(Collected data entries)
══════

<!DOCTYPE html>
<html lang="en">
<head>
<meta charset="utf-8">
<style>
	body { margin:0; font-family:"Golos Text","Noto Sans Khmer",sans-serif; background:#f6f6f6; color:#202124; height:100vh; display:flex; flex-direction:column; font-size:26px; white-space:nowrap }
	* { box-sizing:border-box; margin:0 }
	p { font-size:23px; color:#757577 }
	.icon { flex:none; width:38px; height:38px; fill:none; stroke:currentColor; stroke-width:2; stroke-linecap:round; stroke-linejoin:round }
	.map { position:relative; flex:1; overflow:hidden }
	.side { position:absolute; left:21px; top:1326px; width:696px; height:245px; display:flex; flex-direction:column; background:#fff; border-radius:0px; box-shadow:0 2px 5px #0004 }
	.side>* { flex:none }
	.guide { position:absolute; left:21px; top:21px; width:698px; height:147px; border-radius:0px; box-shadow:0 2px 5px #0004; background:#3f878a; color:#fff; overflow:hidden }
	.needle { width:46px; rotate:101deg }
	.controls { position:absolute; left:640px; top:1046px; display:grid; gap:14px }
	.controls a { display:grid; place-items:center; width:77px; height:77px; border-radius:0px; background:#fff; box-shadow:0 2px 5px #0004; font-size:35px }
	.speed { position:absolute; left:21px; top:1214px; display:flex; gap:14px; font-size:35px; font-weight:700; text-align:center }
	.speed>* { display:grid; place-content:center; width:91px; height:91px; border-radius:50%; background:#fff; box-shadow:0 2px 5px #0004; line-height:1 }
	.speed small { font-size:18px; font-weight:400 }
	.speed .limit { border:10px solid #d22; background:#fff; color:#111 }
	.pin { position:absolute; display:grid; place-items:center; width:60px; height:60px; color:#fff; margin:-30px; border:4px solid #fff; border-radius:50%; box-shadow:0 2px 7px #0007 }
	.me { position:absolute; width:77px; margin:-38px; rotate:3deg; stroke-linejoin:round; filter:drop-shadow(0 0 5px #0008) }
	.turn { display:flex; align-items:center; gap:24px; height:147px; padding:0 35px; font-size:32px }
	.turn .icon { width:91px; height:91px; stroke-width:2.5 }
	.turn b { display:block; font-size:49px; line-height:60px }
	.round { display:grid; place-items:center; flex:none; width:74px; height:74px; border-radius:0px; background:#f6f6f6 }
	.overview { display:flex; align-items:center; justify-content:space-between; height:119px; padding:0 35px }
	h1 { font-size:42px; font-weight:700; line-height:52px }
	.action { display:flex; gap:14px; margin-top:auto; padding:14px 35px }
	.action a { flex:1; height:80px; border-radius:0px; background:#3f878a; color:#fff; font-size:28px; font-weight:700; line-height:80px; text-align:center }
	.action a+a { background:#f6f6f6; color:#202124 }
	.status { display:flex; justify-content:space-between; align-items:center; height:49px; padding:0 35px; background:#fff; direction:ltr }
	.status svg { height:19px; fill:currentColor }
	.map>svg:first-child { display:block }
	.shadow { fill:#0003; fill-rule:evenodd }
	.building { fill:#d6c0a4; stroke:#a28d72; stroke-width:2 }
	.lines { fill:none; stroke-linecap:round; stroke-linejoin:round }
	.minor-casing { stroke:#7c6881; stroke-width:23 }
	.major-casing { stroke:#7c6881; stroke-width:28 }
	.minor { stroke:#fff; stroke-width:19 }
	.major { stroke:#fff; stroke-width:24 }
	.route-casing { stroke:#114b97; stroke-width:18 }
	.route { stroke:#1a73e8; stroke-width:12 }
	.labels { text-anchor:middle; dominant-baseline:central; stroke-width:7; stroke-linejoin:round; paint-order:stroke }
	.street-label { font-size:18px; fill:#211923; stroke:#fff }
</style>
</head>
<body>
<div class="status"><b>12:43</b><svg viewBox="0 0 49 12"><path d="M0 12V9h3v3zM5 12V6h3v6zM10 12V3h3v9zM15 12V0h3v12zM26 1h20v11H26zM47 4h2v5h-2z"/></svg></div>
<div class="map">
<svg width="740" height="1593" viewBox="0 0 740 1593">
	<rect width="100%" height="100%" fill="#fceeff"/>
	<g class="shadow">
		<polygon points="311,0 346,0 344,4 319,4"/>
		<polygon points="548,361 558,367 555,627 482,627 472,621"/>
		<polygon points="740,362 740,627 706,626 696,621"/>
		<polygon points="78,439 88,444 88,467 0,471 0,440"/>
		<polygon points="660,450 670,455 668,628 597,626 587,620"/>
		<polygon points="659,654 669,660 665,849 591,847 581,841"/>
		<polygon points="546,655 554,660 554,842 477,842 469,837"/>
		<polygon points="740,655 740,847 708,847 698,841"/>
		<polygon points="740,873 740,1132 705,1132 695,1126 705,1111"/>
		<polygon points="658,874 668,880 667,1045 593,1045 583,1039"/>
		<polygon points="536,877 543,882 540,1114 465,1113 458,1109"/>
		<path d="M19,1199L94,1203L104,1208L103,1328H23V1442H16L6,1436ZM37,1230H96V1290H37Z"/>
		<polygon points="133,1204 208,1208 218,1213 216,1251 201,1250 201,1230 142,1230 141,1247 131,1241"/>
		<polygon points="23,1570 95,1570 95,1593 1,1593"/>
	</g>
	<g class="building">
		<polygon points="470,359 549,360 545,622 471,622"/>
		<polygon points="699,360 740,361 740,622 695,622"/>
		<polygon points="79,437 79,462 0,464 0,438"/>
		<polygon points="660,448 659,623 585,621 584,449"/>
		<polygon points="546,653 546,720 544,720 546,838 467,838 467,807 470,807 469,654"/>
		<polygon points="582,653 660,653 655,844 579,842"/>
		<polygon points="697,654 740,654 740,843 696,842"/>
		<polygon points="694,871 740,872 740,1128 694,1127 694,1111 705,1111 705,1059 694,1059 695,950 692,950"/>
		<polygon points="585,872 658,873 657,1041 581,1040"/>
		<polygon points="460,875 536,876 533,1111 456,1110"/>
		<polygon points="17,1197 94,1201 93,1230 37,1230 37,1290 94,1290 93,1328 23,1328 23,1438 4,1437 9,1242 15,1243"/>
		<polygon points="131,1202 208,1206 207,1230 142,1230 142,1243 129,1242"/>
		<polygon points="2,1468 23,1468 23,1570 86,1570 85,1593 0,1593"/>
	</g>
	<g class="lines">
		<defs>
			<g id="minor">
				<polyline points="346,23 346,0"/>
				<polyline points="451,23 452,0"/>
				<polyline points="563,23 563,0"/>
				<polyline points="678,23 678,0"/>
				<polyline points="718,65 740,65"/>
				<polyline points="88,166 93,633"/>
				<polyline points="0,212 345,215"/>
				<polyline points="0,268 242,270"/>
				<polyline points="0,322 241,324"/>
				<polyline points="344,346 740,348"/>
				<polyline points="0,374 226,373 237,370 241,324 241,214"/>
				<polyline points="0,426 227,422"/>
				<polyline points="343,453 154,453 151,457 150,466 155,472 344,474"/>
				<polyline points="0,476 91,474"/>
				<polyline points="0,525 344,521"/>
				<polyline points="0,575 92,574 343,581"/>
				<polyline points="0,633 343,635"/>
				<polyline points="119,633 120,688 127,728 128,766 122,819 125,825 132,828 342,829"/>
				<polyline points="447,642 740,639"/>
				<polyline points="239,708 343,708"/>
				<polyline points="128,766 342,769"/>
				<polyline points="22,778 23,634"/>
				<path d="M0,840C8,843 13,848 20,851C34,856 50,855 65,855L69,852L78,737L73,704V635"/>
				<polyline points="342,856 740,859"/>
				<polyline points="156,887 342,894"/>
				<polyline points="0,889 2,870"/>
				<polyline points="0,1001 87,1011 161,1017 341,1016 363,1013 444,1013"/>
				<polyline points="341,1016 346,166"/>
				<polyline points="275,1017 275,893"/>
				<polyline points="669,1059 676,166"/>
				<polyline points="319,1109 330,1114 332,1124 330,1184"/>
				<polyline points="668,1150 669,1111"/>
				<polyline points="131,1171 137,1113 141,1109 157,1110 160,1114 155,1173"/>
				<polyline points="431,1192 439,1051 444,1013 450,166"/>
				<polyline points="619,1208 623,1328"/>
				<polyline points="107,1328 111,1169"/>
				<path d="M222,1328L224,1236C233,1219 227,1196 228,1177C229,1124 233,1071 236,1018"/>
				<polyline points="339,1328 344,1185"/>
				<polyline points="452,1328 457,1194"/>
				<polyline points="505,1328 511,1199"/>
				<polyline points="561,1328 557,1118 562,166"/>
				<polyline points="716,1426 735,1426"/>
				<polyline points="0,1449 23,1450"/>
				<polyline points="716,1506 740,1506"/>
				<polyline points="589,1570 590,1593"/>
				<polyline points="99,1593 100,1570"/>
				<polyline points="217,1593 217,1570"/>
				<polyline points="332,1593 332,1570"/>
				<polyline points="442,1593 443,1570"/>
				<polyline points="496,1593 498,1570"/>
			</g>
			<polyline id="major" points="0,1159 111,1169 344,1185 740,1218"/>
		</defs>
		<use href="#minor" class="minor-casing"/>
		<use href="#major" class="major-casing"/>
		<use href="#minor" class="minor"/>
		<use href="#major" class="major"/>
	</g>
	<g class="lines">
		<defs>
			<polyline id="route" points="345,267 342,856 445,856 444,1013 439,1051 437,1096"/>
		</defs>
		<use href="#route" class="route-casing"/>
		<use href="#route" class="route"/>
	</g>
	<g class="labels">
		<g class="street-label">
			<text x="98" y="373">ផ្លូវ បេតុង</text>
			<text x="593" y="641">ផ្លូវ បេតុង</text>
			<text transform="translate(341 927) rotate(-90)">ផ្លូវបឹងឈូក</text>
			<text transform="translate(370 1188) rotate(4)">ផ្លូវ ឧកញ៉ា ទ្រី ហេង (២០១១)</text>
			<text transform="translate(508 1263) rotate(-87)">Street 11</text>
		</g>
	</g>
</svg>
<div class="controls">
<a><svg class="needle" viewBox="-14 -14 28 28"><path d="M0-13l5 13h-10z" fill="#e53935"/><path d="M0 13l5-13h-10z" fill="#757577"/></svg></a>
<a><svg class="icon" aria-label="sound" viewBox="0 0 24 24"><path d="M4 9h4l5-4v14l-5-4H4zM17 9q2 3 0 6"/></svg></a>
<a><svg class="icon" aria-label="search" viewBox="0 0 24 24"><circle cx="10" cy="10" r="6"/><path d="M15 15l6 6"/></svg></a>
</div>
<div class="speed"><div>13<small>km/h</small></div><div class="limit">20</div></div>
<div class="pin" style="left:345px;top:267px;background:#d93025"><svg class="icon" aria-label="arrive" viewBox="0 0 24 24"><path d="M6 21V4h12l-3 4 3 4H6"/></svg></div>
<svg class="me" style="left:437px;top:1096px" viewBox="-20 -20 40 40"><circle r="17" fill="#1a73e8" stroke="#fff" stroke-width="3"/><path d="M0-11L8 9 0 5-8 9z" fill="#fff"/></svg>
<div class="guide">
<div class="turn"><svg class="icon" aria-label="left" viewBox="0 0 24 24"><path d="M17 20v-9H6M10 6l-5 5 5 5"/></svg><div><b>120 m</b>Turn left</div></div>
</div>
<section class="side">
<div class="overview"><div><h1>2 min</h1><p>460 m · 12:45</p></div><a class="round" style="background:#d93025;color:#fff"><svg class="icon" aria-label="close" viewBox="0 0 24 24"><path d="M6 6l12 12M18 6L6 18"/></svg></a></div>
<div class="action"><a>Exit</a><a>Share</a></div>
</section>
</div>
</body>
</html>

══════

* **ASSIGNMENT**: From the entries above, write out only the lines starting at the line that holds "position:absolute; left:21px; top:1214px;" and ending at the line that holds "border:10px solid #d22;", keeping both and matching them exactly.

* **ANSWER TO THIS PROBLEM**:
	.speed { position:absolute; left:21px; top:1214px; display:flex; gap:14px; font-size:35px; font-weight:700; text-align:center }
	.speed>* { display:grid; place-content:center; width:91px; height:91px; border-radius:50%; background:#fff; box-shadow:0 2px 5px #0004; line-height:1 }
	.speed small { font-size:18px; font-weight:400 }
	.speed .limit { border:10px solid #d22; background:#fff; color:#111 }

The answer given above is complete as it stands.